I am unsure whether I pay attention to what happens in our country more in the month of April because of my birthday on the 25th. but I have had a theory for a while that April almost inevitably means a month in which there will be tragic violence among the Masses in America. Granted, shootings in schools and other public places have sadly become way too common during all twelve months of the year, but there is something about April which seems to bring out violence in some people. I noticed the trend starting in high school. There seemed to be more fights and controversy breaking out in the spring, and it wasn’t just the seniors who wanted to graduate and get out. My older sister would come home and tell my mom about the latest goings-on, and there would be talk about how the warmer weather was bringing it out in people.
On April 19, 1993, there were shootings as the Branch Dividians were dealt with in Waco, Texas. That same date in 1995 was the Oklahoma City Bombing.

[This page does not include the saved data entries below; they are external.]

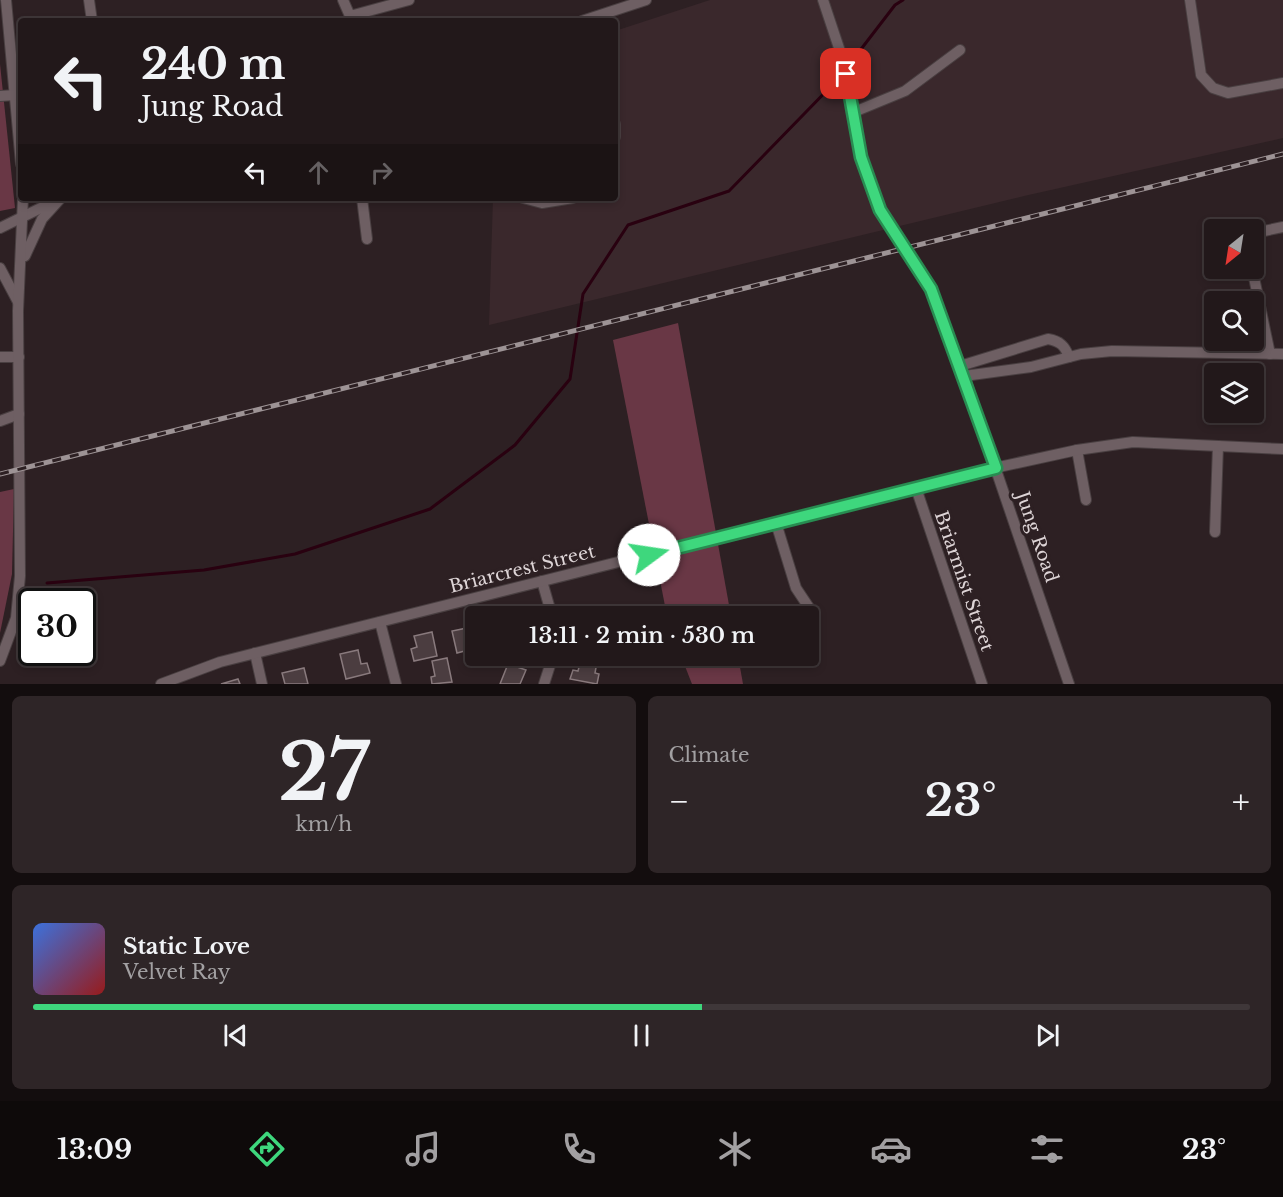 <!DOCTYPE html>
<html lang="en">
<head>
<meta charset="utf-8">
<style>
  :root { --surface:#22181a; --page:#2e2527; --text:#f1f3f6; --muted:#a2a0a2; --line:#3f3739; --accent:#3ed77d }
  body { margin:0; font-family:"Libre Baskerville",serif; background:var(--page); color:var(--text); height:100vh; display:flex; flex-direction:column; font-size:22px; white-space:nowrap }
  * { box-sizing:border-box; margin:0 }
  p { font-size:20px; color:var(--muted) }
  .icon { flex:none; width:33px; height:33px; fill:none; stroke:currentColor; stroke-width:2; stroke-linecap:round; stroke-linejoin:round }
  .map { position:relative; height:684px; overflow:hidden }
  .sheet { display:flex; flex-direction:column; gap:12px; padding:12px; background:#130d0e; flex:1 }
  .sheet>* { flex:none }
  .hud { position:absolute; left:18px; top:18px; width:600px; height:183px; border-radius:6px; box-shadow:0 3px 9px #0003,0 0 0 2px var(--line); background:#22181a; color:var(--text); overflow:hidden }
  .needle { width:39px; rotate:210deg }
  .tools { position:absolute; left:1204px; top:219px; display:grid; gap:12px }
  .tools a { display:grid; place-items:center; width:60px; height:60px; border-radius:6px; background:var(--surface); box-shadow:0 3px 9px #0003,0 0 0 2px var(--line); font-size:30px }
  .speed { position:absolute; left:18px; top:588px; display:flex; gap:12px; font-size:30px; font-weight:700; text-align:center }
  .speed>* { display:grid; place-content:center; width:78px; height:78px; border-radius:50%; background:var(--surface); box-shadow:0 3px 9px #0003,0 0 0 2px var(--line); line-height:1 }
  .speed .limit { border:3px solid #111; border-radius:9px; background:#fff; color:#111 }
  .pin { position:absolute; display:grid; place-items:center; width:51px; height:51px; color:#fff; margin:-26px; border-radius:12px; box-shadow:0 3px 9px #0006 }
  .me { position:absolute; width:66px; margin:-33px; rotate:76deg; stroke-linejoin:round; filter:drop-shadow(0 0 4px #0008) }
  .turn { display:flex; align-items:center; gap:21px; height:126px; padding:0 24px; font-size:27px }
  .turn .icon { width:78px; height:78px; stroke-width:2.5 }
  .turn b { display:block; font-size:42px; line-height:51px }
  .lanes { display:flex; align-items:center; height:57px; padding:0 24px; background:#0003; justify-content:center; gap:30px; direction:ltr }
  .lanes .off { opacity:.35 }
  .big { font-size:45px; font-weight:600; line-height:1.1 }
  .sheet .tile { flex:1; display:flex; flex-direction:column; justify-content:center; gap:9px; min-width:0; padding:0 21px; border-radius:9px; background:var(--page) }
  .sheet .dial { align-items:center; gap:0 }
  .dial b { font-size:78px; line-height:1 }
  .song { display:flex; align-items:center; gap:18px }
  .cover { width:72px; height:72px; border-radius:9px; background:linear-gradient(135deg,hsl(220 70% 55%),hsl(0 70% 35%)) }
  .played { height:6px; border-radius:3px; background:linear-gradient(90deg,var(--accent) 55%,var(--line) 55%) }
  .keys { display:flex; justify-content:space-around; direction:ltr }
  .heat { display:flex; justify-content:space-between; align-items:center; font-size:33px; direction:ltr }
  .sheet .tiles { flex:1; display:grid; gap:12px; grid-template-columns:1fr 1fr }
  .tile:last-child { grid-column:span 2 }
  .trip { position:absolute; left:465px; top:606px; width:354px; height:60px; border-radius:6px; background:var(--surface); box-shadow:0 3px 9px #0003,0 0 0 2px var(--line); font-weight:600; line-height:60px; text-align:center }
  .tab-bar { display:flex; height:96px; justify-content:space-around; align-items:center; background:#0e0a0a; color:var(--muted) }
  .tab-bar .icon { width:42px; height:42px }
  .tab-bar .on { color:var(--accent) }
  .tab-bar b { font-size:27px; color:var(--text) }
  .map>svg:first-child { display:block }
</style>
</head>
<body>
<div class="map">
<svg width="1283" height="684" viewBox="0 0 1283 684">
  <rect width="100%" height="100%" fill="#2d2023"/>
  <!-- built -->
  <path fill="#3a282c" d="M710 0H1283V138L1024 196 489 325 493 198H615V31Z"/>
  <!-- green -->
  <g fill="#693745">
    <path d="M0 64 15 208 0 211Z"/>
    <path d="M678 323 731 616H667L613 340Z"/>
    <path d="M14 489 12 574 0 633V492Z"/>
    <path d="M681 656H738L743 684H692Z"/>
  </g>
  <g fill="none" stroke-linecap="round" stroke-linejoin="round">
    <!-- stream -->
    <g stroke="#290110" stroke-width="3">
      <path d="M855 57 895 5 903 0"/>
      <path d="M47 583 204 570 295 554 430 509 515 445 570 379 583 294 628 225 729 191 841 76"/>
    </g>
  </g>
  <!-- building -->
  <g fill="#4b3d40" stroke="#897a7d" stroke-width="1.5">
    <path d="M528 612 529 616H508Z"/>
    <path d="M467 628 468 633 476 632V648L457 653 452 631Z"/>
    <path d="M432 632 437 656 414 661 411 649 417 647 414 636Z"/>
    <path d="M358 650 361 664 367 663 370 673 346 679 340 654Z"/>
    <path d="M447 658 452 682 432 684 431 677 435 676 432 661Z"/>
    <path d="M581 659 597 662 595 673 599 674 597 684 570 679 573 670 578 671Z"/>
    <path d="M508 664 526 670 520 684H500Z"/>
    <path d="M304 668 308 684H285L282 673Z"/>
    <path d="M238 679 240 684H221Z"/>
  </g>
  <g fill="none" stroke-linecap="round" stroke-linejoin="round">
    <!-- minor casing -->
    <g stroke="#493f41" stroke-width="12">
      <g id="minor">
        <path d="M6 0 21 164"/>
        <path d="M89 0 92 21"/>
        <path d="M343 0 350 16 409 0"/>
        <path d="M823 0 843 60 861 157 880 210 931 289 964 376 1069 684"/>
        <path d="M1190 0 1201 75 1213 88 1228 93 1283 83"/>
        <path d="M582 21 646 0"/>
        <path d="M0 96 15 95"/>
        <path d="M854 112 905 91 960 50"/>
        <path d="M615 124V137"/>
        <path d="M362 198 367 239"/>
        <path d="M523 198 542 203 573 198"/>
        <path d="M0 228 55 201"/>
        <path d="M1254 233 1283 227"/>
        <path d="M25 256 42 219 61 198"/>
        <path d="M0 268 18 302"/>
        <path d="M1252 268 1270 354"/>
        <path d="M0 357H19"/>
        <path d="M960 366 1048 339C1060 341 1065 346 1069 357"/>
        <path d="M964 376 1031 367 1081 354 1112 351 1283 354"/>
        <path d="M0 421 19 414"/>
        <path d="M1077 450 1086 500"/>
        <path d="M916 488 982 684"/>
        <path d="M776 523 796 588 810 609"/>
        <path d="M1215 532 1218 446"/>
        <path d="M542 581 552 616"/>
        <path d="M380 622 396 684"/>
        <path d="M255 653 262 684"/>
        <path d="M0 661 16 618 20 576 18 311 23 198"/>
        <path d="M161 684 220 662 985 470 1077 450 1133 442 1283 449"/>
        <path d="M544 684 553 656"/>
      </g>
    </g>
    <!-- minor -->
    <use href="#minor" stroke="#6e5f63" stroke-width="10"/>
    <!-- rail casing -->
    <g stroke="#9d9395" stroke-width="5">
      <path id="rail" d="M0 474 1283 154"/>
    </g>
    <!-- rail -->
    <use href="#rail" stroke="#2d2023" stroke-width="3" stroke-dasharray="9" stroke-linecap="butt"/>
  </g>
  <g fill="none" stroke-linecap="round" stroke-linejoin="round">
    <!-- route casing -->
    <g stroke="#288c51" stroke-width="15">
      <path id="route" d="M649 555 996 468 931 289 880 210 861 157 846 74"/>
    </g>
    <!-- route -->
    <use href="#route" stroke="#3ed77d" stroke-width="10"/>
  </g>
  <g text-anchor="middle" stroke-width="6" stroke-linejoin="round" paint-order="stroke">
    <!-- street labels -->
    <g font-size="18" fill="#ddd4d6" stroke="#2d2023">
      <text transform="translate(1037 537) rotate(71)" y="6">Jung Road</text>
      <text transform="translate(522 569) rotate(-14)" y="6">Briarcrest Street</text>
      <text transform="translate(964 581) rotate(71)" y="6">Briarmist Street</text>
    </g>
  </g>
</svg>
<div class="tools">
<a><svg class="needle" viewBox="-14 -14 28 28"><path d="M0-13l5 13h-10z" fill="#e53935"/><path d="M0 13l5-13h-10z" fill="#a2a0a2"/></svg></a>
<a><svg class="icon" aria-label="search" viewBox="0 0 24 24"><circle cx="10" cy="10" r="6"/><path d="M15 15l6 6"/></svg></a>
<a><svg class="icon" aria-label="layers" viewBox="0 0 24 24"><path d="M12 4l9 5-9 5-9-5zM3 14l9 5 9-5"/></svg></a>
</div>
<div class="speed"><div class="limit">30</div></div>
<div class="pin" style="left:846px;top:74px;background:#d93025"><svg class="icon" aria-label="arrive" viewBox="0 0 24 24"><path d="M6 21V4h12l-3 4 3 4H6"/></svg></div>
<svg class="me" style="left:649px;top:555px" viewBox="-20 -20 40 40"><circle r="19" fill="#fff"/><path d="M0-13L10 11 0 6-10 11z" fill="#3ed77d"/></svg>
<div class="trip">13:11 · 2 min · 530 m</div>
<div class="hud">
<div class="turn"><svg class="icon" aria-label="left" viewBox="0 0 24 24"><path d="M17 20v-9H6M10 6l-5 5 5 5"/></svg><div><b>240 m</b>Jung Road</div></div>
<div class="lanes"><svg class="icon" aria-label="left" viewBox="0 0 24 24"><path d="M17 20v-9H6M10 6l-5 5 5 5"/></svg><svg class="icon off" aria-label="ahead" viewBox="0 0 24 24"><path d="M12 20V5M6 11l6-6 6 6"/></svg><svg class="icon off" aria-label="right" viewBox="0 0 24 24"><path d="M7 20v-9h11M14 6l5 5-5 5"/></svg></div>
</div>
</div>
<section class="sheet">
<div class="tiles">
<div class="tile dial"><b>27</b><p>km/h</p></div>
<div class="tile"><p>Climate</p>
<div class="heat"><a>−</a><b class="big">23°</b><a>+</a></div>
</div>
<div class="tile">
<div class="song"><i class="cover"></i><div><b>Static Love</b><p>Velvet Ray</p></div></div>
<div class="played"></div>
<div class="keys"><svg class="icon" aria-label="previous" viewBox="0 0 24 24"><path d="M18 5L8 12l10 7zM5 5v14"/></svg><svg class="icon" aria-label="pause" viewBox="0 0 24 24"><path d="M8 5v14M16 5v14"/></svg><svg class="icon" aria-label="next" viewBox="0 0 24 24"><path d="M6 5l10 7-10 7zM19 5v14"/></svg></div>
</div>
</div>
</section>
<nav class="tab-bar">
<b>13:09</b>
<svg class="icon on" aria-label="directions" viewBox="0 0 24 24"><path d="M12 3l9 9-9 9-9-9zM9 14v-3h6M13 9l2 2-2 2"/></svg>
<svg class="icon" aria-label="music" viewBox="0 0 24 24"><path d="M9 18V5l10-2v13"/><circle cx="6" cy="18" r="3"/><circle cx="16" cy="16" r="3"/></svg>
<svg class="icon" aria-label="phone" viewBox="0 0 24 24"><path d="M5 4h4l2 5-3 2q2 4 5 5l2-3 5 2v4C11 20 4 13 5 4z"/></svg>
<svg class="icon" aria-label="climate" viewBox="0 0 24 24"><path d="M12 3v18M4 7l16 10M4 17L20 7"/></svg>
<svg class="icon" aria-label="car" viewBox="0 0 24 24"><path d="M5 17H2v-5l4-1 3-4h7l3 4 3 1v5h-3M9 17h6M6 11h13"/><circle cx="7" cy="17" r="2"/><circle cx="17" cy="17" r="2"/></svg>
<svg class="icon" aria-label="filters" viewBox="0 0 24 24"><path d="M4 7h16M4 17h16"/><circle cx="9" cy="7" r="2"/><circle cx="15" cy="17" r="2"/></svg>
<b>23°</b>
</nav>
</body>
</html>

April 20 of 1999 was when the Columbine shootings occurred. April 17, 2007 was the date of the Virginia Tech shootings. If only April 15th this year could have been just another tax day, but the Boston Marathon Bombings happened. (Fortunately for us, that day included a very nice evening spent at Red Lobster with Phil’s cousins.) Just a few days later on another April 19, the whole country held its breath as one of the suspects was brought into custody. It seems like I have forgotten things in my Chronology, but I do think warmer weather brings out something in people. I’ve certainly felt it myself in past years. I’m a little edgier … a little more of a loose cannon, and I really watch myself as a result.
This year, I think the weird, unseasonal snow and cold has made me feel more restless than the anger which usually permeates this time of the year. Many of you know I have Seasonal Affect Disorder, and fall and winter are hard times for me. There were many days this winter when I couldn’t do much of anything, because it was just too much effort. Although I managed to get Phil’s laundry done, my laundry sat in hampers and baskets for very long periods, and I never did get to the bottom this winter. The dead mouse smells and the events in our lives meant very little motivation to put my clothes away. With the smell out of the closets, I’m working on that mountain of laundry, and if it ever gets warm, I’ll put away the heavy, dark, colored winter clothes in favor of the lighter fabrics and colors of spring and summer. I’ll sit on my porch and take in the sun on spring days and move to the deck when the sun pouring into the porch is too hot in the summer. when the snow disappears for good, I’ll try to go more places on the bus with Zane instead of depending on the more expensive, time limiting Para transit system. I hope I will isolate myself less and feel more like talking to people. Friends have asked why they haven’t heard from me, and frankly, I just didn’t have much to say worth their hearing.
I Am having a couple of small get-togethers with friends for my birthday, and although I’ll probably spend most of my actual birthday by myself, at least I have the April book club meeting by phone that evening. Phil is taking Friday off to spend the day with me, and I have a nice gig that night, which I hope will turn into other playing possibilities if the planner who booked me likes what she hears. Saturday Phil and I will go to a theater very close to where we live and give input on accessibility issues before he goes to dialysis and I play at church. The Internet Radio Station to which I often listen is having a big birthday weekend with exciting programming next weekend. Mushroom FM and I have the same birthday, but I’m only 38 years older.
I look forward to serene and social spring days and pray that people in my city will be so grateful for warm weather that we won’t have any major violent events.
Finally, Phil attended a lecture on hope earlier this week, and the speaker defined hope as not only wishing and longing for something to happen, but also working toward it’s occurrence. Phil and I are hoping for that position to become his later this spring. It would be such a positive step for us both but of course especially for him. With more energy, I really want to make the piano a friend of mine and maybe get it tuned. I hope the warmer weather and lighter days will mean I’ll have things to say through music as well.